Unfortunately, DNA synthesis can make coding errors, so ADS Codex addresses two major obstacles to creating DNA data files.

First, the error rate when writing to molecular storage was so high compared to traditional digital systems that the team had to come up with a new error correction strategy. Second, DNA storage errors come from different sources than in the digital world, making them difficult to correct.

“On digital hard drives, reversing 0 to 1 and vice versa causes bit errors, but with DNA there are additional problems due to insertion and deletion errors,” Ionkov said. .. “I write A, C, G, T, but when I try to write A nothing is displayed, so the letter sequence shifts to the left or I type AAA. The normal error correction code works fine. It does not work. “

ADS Codex adds additional information called an error detection code that you can use to validate your data. When the software converts the data back to binary, it tests whether the code matches. Otherwise, ACOMA will attempt to remove or add nucleotides until validation is successful.

Smart scaling

Large warehouses today have the largest data centers, with more than 1,000 billion bytes of exabytes of storage. This type of digital data center can cost billions of dollars to build, power and operate, and the need for data storage has grown exponentially, so it may not be the best option. I have.

Long-term storage with cheaper media is important for national security missions such as Los Alamos. “Los Alamos has some of the oldest digital data and largest data stores since the 1940s,” says Settlemyer. “It’s still invaluable. We keep data forever, so we’ve been at the forefront of technology for a long time when it comes to finding refrigeration solutions.
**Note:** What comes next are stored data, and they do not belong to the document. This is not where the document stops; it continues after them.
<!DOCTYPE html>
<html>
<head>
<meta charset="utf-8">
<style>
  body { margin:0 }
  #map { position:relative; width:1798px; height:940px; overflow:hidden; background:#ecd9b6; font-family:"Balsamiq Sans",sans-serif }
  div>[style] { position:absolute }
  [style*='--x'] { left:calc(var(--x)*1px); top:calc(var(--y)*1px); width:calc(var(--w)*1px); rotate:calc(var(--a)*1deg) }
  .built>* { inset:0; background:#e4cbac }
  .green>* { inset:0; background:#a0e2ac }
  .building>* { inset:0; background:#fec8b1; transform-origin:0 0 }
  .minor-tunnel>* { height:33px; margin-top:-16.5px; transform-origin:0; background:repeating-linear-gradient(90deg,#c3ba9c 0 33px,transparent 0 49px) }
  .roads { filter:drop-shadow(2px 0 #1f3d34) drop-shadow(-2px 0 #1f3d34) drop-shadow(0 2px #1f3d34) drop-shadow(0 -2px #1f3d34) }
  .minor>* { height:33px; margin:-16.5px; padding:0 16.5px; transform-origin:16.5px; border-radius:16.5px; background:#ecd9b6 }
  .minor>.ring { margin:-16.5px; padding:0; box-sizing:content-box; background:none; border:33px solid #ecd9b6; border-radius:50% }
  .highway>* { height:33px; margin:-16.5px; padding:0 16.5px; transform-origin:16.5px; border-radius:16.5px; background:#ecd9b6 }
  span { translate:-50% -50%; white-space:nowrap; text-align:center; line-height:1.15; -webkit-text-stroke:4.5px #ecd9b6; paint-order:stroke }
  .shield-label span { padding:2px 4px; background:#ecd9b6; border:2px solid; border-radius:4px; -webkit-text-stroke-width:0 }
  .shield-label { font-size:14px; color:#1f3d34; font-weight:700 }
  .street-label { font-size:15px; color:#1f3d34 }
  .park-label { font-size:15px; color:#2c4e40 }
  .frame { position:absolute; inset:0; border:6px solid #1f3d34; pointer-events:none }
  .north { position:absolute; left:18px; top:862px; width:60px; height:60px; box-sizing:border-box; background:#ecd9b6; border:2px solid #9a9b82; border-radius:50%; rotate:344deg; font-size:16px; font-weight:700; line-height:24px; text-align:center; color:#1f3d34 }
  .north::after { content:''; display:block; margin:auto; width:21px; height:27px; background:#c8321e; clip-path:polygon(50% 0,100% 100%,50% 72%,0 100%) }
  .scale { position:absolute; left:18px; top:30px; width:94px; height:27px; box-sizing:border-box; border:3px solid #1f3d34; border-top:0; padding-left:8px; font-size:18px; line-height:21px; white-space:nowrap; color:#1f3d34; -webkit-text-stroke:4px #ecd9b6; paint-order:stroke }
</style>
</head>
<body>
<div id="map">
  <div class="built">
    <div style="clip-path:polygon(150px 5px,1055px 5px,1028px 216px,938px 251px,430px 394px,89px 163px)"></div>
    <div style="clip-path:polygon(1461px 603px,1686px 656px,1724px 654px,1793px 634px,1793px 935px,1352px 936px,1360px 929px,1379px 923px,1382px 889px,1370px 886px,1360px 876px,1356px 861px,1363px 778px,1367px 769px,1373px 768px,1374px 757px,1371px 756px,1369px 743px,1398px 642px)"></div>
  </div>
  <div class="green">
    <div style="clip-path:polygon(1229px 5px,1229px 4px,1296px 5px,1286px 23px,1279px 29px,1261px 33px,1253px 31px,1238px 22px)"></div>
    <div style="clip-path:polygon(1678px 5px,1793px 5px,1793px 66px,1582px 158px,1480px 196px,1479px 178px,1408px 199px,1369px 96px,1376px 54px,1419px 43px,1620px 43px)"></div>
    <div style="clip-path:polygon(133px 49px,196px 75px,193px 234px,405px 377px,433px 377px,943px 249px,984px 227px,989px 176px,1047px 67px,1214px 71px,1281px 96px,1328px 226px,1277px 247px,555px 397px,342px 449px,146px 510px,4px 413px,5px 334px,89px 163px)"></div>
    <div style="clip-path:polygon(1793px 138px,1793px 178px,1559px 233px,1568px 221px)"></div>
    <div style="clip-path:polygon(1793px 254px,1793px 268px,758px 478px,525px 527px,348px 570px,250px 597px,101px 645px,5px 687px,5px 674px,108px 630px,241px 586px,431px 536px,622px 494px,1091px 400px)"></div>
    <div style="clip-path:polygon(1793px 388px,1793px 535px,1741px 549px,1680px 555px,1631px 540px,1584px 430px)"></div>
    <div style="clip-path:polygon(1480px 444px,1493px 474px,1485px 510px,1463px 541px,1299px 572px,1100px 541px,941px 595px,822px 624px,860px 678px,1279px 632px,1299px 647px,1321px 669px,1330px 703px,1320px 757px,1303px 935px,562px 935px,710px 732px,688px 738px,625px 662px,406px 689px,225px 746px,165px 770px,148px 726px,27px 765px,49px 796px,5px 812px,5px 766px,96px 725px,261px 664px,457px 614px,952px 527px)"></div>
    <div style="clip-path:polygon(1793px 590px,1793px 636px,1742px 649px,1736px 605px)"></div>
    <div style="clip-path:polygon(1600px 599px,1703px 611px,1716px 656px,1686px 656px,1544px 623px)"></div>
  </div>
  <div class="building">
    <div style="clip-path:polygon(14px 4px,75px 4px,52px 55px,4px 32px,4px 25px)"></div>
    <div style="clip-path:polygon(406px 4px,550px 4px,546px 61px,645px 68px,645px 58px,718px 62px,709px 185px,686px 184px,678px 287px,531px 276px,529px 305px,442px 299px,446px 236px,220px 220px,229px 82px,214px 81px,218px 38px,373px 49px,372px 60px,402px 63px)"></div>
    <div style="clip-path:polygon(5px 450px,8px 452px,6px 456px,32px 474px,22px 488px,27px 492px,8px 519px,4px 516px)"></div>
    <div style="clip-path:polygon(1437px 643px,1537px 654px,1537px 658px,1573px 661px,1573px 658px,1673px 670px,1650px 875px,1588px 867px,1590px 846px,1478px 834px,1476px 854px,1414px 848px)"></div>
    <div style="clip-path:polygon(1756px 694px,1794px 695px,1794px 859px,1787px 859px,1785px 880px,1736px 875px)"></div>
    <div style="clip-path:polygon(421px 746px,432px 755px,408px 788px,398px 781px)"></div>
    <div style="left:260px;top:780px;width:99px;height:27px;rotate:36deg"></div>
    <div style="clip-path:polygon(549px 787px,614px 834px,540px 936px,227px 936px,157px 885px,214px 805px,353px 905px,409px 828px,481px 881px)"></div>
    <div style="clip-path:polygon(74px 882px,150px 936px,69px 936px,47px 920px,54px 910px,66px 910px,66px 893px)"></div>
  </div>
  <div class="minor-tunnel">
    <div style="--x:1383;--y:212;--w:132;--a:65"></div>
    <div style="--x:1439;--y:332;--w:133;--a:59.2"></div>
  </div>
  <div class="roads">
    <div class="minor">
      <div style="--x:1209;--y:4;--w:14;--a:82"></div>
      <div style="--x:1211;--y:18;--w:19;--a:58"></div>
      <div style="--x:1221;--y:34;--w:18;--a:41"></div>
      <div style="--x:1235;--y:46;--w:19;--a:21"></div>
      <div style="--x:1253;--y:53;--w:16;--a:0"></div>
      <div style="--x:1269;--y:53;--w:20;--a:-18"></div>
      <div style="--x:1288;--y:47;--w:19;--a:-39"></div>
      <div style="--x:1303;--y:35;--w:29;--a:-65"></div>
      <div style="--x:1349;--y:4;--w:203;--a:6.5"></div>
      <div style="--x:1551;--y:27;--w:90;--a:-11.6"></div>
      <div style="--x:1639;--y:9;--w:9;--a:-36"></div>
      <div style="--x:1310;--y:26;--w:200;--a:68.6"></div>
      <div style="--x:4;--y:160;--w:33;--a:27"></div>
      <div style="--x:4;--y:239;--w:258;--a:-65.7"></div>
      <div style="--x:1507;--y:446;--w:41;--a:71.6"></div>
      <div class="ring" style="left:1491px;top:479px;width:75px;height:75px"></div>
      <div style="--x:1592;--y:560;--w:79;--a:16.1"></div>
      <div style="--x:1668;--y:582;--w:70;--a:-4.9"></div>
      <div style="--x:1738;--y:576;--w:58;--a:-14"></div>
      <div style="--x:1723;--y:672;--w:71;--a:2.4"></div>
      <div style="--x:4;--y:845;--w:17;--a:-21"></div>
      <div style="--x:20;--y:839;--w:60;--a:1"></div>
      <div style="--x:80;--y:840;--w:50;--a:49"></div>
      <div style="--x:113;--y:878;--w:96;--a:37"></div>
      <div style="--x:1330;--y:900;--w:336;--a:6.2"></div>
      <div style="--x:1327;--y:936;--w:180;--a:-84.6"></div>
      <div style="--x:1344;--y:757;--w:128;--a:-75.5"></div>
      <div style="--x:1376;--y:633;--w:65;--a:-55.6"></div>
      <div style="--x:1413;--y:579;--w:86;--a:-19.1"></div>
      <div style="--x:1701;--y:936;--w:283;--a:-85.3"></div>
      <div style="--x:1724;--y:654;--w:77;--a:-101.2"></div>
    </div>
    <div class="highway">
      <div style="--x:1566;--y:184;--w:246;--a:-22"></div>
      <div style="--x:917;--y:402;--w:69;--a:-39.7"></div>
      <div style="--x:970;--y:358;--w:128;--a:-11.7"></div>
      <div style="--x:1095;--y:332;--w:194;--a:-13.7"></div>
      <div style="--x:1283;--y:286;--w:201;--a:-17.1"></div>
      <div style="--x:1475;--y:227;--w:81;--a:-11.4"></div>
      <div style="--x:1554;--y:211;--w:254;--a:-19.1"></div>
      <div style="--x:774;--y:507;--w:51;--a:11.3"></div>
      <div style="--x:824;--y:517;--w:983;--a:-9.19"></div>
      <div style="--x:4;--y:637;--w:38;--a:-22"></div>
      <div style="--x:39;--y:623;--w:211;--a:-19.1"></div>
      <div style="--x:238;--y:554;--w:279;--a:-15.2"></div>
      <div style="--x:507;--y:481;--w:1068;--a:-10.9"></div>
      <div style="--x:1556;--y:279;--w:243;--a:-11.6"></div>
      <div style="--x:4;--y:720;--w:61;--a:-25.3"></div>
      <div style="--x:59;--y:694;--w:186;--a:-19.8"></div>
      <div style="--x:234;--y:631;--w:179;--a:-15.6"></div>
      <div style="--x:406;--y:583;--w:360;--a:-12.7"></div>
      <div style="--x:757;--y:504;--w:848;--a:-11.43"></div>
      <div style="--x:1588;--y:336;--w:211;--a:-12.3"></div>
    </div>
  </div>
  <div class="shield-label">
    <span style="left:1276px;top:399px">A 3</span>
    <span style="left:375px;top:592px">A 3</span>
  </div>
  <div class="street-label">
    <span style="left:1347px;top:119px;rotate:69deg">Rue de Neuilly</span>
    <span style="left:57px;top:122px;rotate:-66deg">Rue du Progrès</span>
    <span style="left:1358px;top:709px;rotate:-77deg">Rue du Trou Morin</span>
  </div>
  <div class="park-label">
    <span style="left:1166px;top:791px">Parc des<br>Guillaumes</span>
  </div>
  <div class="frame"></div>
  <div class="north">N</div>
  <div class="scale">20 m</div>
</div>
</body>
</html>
Settlemyer said DNA storage can be a disruptive technology as it moves back and forth between innovative disciplines. Project MIST is among the former storage vendors that make tapes, DNA synthesizers, DNA sequencing companies, and high-performance computing organizations like Los Alamos pushing computers to an unprecedented scale of scientific simulation. . Inspire a new coalition. It gives you an incredible amount of data to analyze.

Dig deeper into DNA

When most people think of DNA, they think of life, not computers. However, DNA itself is a four-letter code that conveys information about living things. DNA molecules are made up of four bases or nucleotides, adenine (A), thymine (T), guanine (G) and cytosine (C), each identified by a letter.

These bases are coiled in a twisted chain (the familiar double helix) to form a molecule. Placing these letters in a sequence creates a code that tells the body how to train it. The complete set of DNA molecules makes up the genome, the model of your body.

By synthesizing DNA molecules and creating them from scratch, the researchers found that they could specify or write long strings of letters A, C, G, and T and re-read their sequences. This process is similar to how a computer uses 0s and 1s to store information. Although this method has been proven to work, reading and writing DNA-encoded files is currently very time consuming, Ionkov said.

“Adding a single nucleotide to DNA is very slow. It takes a minute, ”says Ionkov. “Imagine writing a file to a hard drive that takes over a decade. This problem is therefore solved by massively parallelizing. You have tens of millions of molecules at the same time to speed it up. write.”

While different companies are working on different synthesis methods to solve this problem, ADS Codex can adapt to any approach.

Funding for Codex ADS has been provided by the Intelligence Advanced Research Projects Activity (IARPA), a research institute reporting to the State’s Director of National Intelligence.

Translation software allows you to efficiently store large amounts of data in DNA molecules

Source link translation software allows you to efficiently store large amounts of data in DNA molecules


Source link

Leave A Reply

Your email address will not be published.